Print the records again, character for character.

....

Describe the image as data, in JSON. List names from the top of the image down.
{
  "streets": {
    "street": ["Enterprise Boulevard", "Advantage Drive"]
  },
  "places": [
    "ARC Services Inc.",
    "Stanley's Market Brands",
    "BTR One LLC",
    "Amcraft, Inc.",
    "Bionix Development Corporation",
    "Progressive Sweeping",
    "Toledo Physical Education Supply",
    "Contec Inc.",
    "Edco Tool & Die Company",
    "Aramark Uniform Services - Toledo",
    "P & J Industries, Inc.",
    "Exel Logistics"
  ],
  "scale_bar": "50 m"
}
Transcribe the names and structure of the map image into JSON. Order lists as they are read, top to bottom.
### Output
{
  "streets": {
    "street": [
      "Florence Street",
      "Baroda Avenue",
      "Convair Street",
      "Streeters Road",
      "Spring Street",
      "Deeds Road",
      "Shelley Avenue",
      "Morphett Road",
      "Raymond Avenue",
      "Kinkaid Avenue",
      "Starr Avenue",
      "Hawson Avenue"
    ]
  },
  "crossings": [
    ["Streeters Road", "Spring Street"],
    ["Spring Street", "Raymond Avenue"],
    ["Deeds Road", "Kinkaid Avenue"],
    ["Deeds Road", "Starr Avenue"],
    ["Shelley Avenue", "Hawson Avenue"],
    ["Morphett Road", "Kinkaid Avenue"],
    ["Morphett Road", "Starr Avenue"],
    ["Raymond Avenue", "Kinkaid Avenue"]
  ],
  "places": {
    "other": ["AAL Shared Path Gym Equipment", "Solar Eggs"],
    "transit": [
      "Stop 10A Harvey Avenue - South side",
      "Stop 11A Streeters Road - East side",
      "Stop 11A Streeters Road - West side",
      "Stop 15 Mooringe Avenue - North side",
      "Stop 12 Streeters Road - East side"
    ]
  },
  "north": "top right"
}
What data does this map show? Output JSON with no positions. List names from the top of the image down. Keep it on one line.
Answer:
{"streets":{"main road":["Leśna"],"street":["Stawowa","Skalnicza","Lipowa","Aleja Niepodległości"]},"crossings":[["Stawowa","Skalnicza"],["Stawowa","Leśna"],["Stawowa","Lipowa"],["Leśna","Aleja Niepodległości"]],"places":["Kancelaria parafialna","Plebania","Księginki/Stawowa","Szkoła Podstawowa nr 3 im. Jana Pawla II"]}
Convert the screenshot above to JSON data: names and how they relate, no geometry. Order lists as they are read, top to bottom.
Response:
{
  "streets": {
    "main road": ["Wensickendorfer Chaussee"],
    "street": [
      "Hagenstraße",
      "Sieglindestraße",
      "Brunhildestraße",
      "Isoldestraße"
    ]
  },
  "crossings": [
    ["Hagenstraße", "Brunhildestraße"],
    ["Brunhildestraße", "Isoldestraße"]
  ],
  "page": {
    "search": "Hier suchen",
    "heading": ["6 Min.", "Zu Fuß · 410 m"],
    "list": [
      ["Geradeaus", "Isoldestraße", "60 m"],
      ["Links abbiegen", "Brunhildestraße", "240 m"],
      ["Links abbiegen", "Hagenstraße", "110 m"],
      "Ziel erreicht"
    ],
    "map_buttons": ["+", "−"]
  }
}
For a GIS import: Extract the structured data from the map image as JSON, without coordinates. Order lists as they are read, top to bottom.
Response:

....

RESULT FOR THIS EXERCISE:
Describe the image as data, in JSON. List names from the top of the image down.
{
  "streets": {
    "street": ["Enterprise Boulevard", "Advantage Drive"]
  },
  "places": [
    "ARC Services Inc.",
    "Stanley's Market Brands",
    "BTR One LLC",
    "Amcraft, Inc.",
    "Bionix Development Corporation",
    "Progressive Sweeping",
    "Toledo Physical Education Supply",
    "Contec Inc.",
    "Edco Tool & Die Company",
    "Aramark Uniform Services - Toledo",
    "P & J Industries, Inc.",
    "Exel Logistics"
  ],
  "scale_bar": "50 m"
}
Transcribe the names and structure of the map image into JSON. Order lists as they are read, top to bottom.
### Output
{
  "streets": {
    "street": [
      "Florence Street",
      "Baroda Avenue",
      "Convair Street",
      "Streeters Road",
      "Spring Street",
      "Deeds Road",
      "Shelley Avenue",
      "Morphett Road",
      "Raymond Avenue",
      "Kinkaid Avenue",
      "Starr Avenue",
      "Hawson Avenue"
    ]
  },
  "crossings": [
    ["Streeters Road", "Spring Street"],
    ["Spring Street", "Raymond Avenue"],
    ["Deeds Road", "Kinkaid Avenue"],
    ["Deeds Road", "Starr Avenue"],
    ["Shelley Avenue", "Hawson Avenue"],
    ["Morphett Road", "Kinkaid Avenue"],
    ["Morphett Road", "Starr Avenue"],
    ["Raymond Avenue", "Kinkaid Avenue"]
  ],
  "places": {
    "other": ["AAL Shared Path Gym Equipment", "Solar Eggs"],
    "transit": [
      "Stop 10A Harvey Avenue - South side",
      "Stop 11A Streeters Road - East side",
      "Stop 11A Streeters Road - West side",
      "Stop 15 Mooringe Avenue - North side",
      "Stop 12 Streeters Road - East side"
    ]
  },
  "north": "top right"
}
What data does this map show? Output JSON with no positions. List names from the top of the image down. Keep it on one line.
Answer:
{"streets":{"main road":["Leśna"],"street":["Stawowa","Skalnicza","Lipowa","Aleja Niepodległości"]},"crossings":[["Stawowa","Skalnicza"],["Stawowa","Leśna"],["Stawowa","Lipowa"],["Leśna","Aleja Niepodległości"]],"places":["Kancelaria parafialna","Plebania","Księginki/Stawowa","Szkoła Podstawowa nr 3 im. Jana Pawla II"]}
Convert the screenshot above to JSON data: names and how they relate, no geometry. Order lists as they are read, top to bottom.
Response:
{
  "streets": {
    "main road": ["Wensickendorfer Chaussee"],
    "street": [
      "Hagenstraße",
      "Sieglindestraße",
      "Brunhildestraße",
      "Isoldestraße"
    ]
  },
  "crossings": [
    ["Hagenstraße", "Brunhildestraße"],
    ["Brunhildestraße", "Isoldestraße"]
  ],
  "page": {
    "search": "Hier suchen",
    "heading": ["6 Min.", "Zu Fuß · 410 m"],
    "list": [
      ["Geradeaus", "Isoldestraße", "60 m"],
      ["Links abbiegen", "Brunhildestraße", "240 m"],
      ["Links abbiegen", "Hagenstraße", "110 m"],
      "Ziel erreicht"
    ],
    "map_buttons": ["+", "−"]
  }
}
For a GIS import: Extract the structured data from the map image as JSON, without coordinates. Order lists as they are read, top to bottom.
Response:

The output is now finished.